Sufi Wall Graffiti of Ahmadou Bamba, Dakar, SenegalA CONVERSATION with SEYDOU DIOP

Interviewed by Annie Stopford and Eugene Ulman

The West African nation of Senegal holds a unique position in the global picture of contemporary Sufism. In a nation with a population of almost 13 million people, 94% of the people identify themselves as Muslim and, of those, 95% are affiliated with one of the four major Sufi orders in the country.

Sufi leaders wield enormous influence in all aspects of Senegalese religious, economic and social life. The complex and often controversial role they play in mediating between the government and their own disciples is often viewed as the source of Senegal’s relative political stability. In this interview Seydou Diop, a former Senegalese diplomat, shares his own personal insights and experiences in these matters.

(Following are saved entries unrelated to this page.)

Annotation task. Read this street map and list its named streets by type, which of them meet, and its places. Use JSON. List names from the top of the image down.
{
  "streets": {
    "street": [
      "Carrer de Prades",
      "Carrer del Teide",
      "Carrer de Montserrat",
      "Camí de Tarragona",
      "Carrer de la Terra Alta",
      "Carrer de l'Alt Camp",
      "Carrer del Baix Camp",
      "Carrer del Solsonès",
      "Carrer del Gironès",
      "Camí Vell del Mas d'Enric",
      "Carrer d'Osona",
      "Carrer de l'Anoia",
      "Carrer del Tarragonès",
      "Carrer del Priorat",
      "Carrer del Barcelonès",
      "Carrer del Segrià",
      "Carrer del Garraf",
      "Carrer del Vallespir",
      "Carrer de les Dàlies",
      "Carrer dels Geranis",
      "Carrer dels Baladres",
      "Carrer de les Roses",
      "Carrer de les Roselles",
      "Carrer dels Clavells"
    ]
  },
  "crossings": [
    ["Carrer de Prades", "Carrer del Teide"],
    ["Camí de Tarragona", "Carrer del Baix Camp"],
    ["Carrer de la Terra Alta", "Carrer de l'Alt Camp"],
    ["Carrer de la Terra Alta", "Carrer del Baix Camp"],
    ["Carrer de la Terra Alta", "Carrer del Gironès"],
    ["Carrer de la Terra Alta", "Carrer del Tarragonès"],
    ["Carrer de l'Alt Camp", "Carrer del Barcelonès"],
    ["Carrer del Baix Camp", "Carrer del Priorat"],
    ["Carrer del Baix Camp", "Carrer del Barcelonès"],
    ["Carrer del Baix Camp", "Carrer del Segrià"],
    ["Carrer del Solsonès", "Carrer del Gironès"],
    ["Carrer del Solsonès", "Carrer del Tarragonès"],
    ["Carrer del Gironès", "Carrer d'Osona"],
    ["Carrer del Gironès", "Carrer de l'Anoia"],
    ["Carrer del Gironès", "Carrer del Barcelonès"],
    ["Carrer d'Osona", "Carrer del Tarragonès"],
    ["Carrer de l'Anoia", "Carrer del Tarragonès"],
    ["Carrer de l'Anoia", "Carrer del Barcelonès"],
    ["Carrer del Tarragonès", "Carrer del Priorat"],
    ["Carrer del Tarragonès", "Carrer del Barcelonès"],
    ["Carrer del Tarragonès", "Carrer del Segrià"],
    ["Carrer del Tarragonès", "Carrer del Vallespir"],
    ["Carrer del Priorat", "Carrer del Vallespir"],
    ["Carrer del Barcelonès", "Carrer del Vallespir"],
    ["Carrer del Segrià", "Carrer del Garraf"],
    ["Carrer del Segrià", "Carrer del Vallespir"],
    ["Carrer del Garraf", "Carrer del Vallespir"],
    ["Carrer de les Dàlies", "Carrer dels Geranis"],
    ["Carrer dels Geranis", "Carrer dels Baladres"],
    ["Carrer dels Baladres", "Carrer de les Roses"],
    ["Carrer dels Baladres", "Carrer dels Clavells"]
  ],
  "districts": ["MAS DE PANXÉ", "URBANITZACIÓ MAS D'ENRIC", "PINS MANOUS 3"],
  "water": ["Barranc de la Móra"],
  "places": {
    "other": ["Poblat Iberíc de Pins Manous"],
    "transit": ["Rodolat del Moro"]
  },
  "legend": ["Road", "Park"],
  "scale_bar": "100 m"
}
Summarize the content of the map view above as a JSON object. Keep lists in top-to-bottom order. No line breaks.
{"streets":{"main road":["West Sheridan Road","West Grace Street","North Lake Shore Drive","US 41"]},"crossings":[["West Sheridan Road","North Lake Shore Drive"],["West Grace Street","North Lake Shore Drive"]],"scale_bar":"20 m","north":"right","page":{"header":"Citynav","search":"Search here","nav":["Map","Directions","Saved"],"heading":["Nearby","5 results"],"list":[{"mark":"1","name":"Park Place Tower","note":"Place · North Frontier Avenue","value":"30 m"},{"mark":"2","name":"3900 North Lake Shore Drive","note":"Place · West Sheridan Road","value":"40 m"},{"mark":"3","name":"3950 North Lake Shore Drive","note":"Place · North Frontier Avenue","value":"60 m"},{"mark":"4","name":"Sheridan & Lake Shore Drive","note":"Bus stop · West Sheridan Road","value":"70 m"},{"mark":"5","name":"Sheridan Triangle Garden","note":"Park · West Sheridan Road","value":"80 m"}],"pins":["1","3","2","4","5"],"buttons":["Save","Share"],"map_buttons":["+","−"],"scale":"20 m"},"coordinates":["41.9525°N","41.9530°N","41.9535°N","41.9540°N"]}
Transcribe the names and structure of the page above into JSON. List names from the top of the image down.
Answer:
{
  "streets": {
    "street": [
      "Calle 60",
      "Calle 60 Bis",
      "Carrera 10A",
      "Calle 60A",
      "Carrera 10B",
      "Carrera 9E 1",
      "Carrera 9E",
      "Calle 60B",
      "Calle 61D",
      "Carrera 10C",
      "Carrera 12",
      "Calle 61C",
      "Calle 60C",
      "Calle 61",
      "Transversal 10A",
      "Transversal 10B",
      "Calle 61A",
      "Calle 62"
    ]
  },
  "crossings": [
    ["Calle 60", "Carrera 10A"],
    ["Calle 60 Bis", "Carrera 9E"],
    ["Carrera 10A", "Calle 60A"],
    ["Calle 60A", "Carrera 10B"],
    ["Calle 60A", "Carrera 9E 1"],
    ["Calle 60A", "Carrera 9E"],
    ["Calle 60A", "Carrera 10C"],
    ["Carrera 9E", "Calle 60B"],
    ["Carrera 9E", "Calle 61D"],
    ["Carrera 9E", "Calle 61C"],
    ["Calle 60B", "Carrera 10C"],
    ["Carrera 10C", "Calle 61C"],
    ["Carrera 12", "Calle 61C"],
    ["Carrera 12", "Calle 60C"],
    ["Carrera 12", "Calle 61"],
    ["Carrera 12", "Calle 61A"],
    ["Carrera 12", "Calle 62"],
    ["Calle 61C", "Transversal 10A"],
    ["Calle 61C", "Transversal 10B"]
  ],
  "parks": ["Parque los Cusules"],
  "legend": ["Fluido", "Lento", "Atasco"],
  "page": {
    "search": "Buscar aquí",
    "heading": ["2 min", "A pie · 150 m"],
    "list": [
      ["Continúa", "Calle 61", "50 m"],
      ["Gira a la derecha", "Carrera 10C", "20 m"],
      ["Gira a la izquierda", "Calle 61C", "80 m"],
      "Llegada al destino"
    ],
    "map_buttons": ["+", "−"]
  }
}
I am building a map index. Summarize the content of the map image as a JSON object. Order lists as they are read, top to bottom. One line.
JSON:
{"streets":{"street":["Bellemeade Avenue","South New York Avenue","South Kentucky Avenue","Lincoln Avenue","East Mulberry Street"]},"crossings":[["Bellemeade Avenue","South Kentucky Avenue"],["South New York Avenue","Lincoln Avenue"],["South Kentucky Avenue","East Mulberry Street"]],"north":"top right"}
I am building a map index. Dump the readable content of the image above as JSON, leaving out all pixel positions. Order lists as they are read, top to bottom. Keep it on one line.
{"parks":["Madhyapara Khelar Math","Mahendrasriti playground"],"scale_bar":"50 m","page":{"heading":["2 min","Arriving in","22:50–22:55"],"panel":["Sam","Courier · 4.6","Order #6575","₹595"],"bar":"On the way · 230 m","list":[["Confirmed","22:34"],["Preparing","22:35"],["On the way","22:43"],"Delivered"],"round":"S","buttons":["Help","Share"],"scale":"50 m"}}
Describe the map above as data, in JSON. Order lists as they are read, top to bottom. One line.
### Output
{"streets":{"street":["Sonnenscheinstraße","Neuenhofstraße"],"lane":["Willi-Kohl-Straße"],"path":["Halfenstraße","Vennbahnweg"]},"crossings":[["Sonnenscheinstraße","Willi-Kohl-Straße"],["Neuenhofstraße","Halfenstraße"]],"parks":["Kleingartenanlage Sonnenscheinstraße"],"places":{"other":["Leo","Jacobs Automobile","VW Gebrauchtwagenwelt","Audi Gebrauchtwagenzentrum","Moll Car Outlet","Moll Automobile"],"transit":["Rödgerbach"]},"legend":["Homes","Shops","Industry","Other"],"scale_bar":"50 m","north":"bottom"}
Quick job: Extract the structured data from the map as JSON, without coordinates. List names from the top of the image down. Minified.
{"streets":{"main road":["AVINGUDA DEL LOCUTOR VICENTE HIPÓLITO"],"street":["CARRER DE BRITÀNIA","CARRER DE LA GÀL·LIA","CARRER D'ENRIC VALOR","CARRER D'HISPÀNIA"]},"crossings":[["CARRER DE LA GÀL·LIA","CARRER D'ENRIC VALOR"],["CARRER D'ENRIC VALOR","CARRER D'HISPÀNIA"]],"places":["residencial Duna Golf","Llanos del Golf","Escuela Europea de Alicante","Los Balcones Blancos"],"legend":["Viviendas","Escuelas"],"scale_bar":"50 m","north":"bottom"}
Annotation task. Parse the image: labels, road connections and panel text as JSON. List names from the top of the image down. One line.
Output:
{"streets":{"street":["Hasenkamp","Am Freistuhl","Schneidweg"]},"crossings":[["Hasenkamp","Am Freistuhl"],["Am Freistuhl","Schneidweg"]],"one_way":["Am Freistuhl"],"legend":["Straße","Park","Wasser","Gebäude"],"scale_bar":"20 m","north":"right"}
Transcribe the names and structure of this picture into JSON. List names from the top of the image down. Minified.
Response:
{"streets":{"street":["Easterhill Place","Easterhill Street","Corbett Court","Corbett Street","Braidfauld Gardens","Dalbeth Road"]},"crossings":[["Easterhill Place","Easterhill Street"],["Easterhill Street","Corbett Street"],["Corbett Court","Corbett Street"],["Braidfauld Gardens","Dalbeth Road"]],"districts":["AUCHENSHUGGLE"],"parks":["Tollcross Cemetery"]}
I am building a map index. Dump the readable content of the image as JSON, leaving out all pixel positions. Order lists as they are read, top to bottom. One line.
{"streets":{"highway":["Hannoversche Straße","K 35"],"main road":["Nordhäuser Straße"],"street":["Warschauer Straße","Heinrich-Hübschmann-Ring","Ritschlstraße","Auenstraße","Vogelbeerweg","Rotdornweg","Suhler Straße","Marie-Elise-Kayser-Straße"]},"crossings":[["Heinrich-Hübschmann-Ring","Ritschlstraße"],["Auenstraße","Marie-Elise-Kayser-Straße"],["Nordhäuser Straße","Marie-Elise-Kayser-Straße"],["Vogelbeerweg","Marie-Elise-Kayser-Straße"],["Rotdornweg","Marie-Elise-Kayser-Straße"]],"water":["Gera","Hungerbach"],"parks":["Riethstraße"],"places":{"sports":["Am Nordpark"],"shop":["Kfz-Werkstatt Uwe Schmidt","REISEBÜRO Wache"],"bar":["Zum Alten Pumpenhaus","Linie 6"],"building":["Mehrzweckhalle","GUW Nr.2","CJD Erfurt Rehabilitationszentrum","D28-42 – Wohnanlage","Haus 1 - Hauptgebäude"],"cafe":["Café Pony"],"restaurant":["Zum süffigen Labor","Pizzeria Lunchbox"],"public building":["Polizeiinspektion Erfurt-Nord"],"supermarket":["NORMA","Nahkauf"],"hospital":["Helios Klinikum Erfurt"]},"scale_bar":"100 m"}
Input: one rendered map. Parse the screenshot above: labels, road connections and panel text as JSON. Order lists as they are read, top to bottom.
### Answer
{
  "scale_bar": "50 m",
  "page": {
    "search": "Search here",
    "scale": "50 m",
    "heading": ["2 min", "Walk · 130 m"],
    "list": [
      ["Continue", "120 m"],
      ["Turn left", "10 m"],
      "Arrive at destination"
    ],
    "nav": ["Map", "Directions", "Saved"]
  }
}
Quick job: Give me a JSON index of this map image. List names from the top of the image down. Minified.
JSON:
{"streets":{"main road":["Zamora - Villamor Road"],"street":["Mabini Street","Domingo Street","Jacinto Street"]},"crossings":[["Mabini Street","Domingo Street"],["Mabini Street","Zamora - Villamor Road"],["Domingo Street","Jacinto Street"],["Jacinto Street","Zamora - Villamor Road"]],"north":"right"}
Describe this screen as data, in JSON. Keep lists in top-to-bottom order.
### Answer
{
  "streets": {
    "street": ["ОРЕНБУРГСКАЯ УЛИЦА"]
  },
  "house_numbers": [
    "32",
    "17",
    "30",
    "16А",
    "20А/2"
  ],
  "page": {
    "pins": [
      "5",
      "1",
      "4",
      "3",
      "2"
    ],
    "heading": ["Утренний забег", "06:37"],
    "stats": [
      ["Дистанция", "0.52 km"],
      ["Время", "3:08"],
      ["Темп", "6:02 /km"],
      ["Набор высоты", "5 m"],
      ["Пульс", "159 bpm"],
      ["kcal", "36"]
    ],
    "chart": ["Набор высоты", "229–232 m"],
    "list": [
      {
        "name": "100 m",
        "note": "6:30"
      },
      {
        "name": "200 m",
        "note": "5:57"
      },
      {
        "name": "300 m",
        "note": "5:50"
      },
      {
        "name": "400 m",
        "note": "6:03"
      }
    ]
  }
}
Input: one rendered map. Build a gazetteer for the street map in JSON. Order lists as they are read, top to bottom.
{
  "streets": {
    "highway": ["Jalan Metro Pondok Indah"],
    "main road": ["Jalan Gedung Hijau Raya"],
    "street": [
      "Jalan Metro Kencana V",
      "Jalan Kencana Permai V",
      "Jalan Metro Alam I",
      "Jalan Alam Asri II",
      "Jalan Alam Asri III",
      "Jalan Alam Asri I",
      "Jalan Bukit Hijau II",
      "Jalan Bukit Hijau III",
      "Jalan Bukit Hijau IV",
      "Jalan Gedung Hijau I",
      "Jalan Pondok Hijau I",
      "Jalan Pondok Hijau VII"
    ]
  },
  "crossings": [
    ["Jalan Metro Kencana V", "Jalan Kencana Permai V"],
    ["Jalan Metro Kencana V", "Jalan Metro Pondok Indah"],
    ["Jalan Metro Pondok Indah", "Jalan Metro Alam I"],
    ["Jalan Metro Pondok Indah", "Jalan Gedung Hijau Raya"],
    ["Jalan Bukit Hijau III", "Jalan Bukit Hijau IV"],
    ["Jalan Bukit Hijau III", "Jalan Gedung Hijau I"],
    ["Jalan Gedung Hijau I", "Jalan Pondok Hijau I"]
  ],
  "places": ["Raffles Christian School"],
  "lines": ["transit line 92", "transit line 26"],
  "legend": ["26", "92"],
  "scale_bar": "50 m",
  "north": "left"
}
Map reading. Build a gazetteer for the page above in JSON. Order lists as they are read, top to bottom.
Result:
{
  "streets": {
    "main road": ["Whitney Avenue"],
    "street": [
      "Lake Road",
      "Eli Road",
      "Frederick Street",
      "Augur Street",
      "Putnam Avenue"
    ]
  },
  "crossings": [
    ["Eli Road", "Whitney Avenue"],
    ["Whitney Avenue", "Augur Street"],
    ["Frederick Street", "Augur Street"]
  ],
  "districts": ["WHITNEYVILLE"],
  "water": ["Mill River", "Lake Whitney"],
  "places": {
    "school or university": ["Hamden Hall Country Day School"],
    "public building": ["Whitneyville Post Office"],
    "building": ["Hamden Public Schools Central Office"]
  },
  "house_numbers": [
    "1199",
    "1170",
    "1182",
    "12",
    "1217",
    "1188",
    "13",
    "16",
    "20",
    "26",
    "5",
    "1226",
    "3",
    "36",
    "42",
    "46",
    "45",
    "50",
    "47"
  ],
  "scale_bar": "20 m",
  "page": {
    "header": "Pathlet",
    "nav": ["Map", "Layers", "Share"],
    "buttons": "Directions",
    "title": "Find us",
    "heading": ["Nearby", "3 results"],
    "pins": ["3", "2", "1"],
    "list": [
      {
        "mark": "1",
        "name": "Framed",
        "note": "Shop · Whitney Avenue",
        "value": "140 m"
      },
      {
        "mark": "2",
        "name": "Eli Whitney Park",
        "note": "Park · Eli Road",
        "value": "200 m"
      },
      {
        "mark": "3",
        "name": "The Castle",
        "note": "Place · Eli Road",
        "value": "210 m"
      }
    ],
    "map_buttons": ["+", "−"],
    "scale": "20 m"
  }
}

Mr. Diop retired from the diplomatic corps in 2004 and is today a Shaikh of the Nimatullahi Order in Dakar.  The interview begins with some discussion of Mr. Diop’s religious and family background, and ranges over many fascinating subjects, including the differing responses of Sufi leaders to French colonialism, the influence of Sufi leaders on Senegalese politics, Sufism and the role of women, and his personal experience on the Nimatullahi path.

(Photo © Thomas J. Haslam, www.evolvinghumanities.org)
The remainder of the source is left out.